Если Николай Григорьевич принес делу консерватории в жертву свою карьеру артиста, то Чайковский, наоборот, ради свободы композиторства расстался с консерваторией при первой возможности; музыкальное ремесло, скучная лямка, его профессорство в консерватории ему претили. Это вполне естественно, иначе оно и не могло быть. Нужно иметь в виду разницу в самом характере деятельности Н. Г. Рубинштейна и Чайковского. Николай Григорьевич стоял во главе созданного им крупного и сложного художественно-педагогического дела; все подчинялось его руководству и наблюдению; устройство концертов музыкального общества, связанная с этим деятельность дирижера — удовлетворяли его артистическим запросам и самолюбию; наконец и его работа со своим фортепианным классом, в том виде, как он его вел, представляла живой художественный, идейный интерес. В общем — сколько блеска, почета и красоты было связано со всем этим! Подобная деятельность могла до самозабвения увлечь такого артиста, как Рубинштейн. Какими сравнительно безотрадными кажутся обязанности преподающего теорию музыки: какая это, в сущности, сухая, бездушная, чисто техническая работа! Ученическая, в данной области, техника, развитая даже до утонченнейшего совершенства, может радовать схоласта, но в результате дает зачастую — художественный абсурд. Н. Губерт с восторгом вспоминал, как в Парижской консерватории, в классе сольфеджио, ему удалось слышать учеников, которые хором сольмизировали быструю фугу из увертюры к «Волшебной флейте» Моцарта. Теоретику приходится анализировать формы, гармоническое построение, полифонические обороты крупнейших шедевров; но этот анализ делается с чисто технической стороны, в нем так же мало художества, как в исследовании анатома. Наиболее прославившиеся среди теоретиков, как, например, Ден, Альбрехтсбергер, Фетис или Геварт, были лишены художественного творческого дара; с другой стороны, в среде крупных композиторов, одновременно явившихся и крупными теоретиками, Керубини и Римский-Корсаков составляют исключение.

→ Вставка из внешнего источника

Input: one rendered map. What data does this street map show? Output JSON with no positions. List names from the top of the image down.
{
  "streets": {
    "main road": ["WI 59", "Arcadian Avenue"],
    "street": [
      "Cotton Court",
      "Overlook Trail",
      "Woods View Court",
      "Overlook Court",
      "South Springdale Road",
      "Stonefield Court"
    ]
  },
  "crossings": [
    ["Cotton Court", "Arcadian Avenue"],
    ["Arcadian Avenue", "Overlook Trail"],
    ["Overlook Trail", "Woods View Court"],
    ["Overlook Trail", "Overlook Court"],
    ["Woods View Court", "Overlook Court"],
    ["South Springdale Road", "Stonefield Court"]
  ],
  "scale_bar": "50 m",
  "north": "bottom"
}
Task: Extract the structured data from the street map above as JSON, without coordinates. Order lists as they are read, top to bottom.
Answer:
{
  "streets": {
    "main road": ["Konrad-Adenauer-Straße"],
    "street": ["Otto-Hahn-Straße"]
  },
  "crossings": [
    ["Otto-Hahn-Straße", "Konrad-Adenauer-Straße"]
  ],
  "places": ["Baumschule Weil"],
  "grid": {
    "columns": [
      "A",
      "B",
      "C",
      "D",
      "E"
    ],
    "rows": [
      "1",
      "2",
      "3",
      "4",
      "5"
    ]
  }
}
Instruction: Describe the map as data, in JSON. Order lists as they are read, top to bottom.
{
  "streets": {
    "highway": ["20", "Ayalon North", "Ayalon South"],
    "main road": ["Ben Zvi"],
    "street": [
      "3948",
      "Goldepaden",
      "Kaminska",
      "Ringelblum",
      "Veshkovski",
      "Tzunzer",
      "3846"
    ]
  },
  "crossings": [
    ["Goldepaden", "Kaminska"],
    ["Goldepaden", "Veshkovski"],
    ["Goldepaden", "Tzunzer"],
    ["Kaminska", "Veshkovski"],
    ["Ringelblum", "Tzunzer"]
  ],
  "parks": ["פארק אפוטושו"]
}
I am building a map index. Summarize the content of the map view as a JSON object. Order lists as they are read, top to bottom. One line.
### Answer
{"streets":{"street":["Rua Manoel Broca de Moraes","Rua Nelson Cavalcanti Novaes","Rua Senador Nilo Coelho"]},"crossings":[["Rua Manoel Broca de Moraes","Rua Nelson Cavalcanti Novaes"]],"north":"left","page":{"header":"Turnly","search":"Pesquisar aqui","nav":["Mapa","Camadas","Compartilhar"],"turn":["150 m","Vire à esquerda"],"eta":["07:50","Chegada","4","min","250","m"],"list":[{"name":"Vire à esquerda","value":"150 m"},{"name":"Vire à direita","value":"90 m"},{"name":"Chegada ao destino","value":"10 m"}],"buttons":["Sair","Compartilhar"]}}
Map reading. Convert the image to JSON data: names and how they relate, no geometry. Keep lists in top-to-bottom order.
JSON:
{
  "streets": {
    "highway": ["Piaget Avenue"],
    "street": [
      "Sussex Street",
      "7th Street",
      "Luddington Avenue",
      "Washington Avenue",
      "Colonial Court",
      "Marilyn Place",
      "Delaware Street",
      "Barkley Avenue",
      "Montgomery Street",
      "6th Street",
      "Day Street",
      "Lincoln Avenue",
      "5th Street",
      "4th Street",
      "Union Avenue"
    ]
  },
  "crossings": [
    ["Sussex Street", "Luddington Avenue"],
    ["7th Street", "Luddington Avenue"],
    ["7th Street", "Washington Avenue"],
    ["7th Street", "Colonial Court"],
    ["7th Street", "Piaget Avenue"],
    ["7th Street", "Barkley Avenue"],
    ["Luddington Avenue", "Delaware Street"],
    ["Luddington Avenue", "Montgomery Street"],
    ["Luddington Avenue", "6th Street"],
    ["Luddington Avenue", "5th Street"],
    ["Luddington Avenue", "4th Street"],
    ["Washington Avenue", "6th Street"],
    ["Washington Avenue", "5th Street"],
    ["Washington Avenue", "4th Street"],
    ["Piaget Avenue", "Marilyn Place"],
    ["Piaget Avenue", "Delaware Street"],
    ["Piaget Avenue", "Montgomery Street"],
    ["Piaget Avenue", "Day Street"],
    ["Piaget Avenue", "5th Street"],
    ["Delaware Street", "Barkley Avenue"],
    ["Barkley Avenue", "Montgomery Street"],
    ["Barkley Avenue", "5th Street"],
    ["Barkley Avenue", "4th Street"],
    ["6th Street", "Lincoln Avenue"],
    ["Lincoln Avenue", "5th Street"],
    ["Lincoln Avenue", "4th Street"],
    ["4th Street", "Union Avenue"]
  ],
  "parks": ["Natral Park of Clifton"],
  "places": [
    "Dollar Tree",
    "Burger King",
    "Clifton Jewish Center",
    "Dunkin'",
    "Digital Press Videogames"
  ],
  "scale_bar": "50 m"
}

Для гения вдвойне тяжела черная ремесленная работа. Сколько трагической иронии в судьбе Себастьяна Баха, в течение долгих лет возившегося со вдалбливанием музыкальных азов школьникам лейпцигской церковно-приходской школы! Унылой чередой проходили для Чайковского его часы уроков теории; он откровенно скучал, с трудом удерживал зевоту; во мне так живы мои детские впечатления о его первых уроках гармонии! Как памятен мне его тогдашний внешний облик: молодой, с миловидными, почти красивыми чертами лица, с глубоким, выразительным взглядом красивых темных глаз, с пышными, небрежно зачесанными волосами, с чудной русой бородкой, бедновато-небрежно одетый, по большей части — в потрепанном сером пиджаке, Чайковский торопливой походкой входил в свою аудиторию, всегда слегка сконфуженный, слегка раздраженный, словно досадуя на неизбежность предстоящей скуки. Его нервировала банальная обстановка теоретического класса с его партами и обычным старинным разбитым желтым роялем с шлепающими пожелтевшими клавишами, с его черной с красными линиями доской; стоя у этой доски, Чайковскому приходилось писать нам задачи и примеры; я помню тот брезгливый жест, с которым он, бросив и мел и серое холщовое полотенце, обтирал пальцы об платок. Его досадовала непонятливость большинства учениц, тупое, поверхностное отношение к сущности искусства всех этих будущих лауреаток, мечтавших лишь об эстраде и уверенных в том, что публика, аплодирующая их игре, не будет интересоваться их теоретическими познаниями.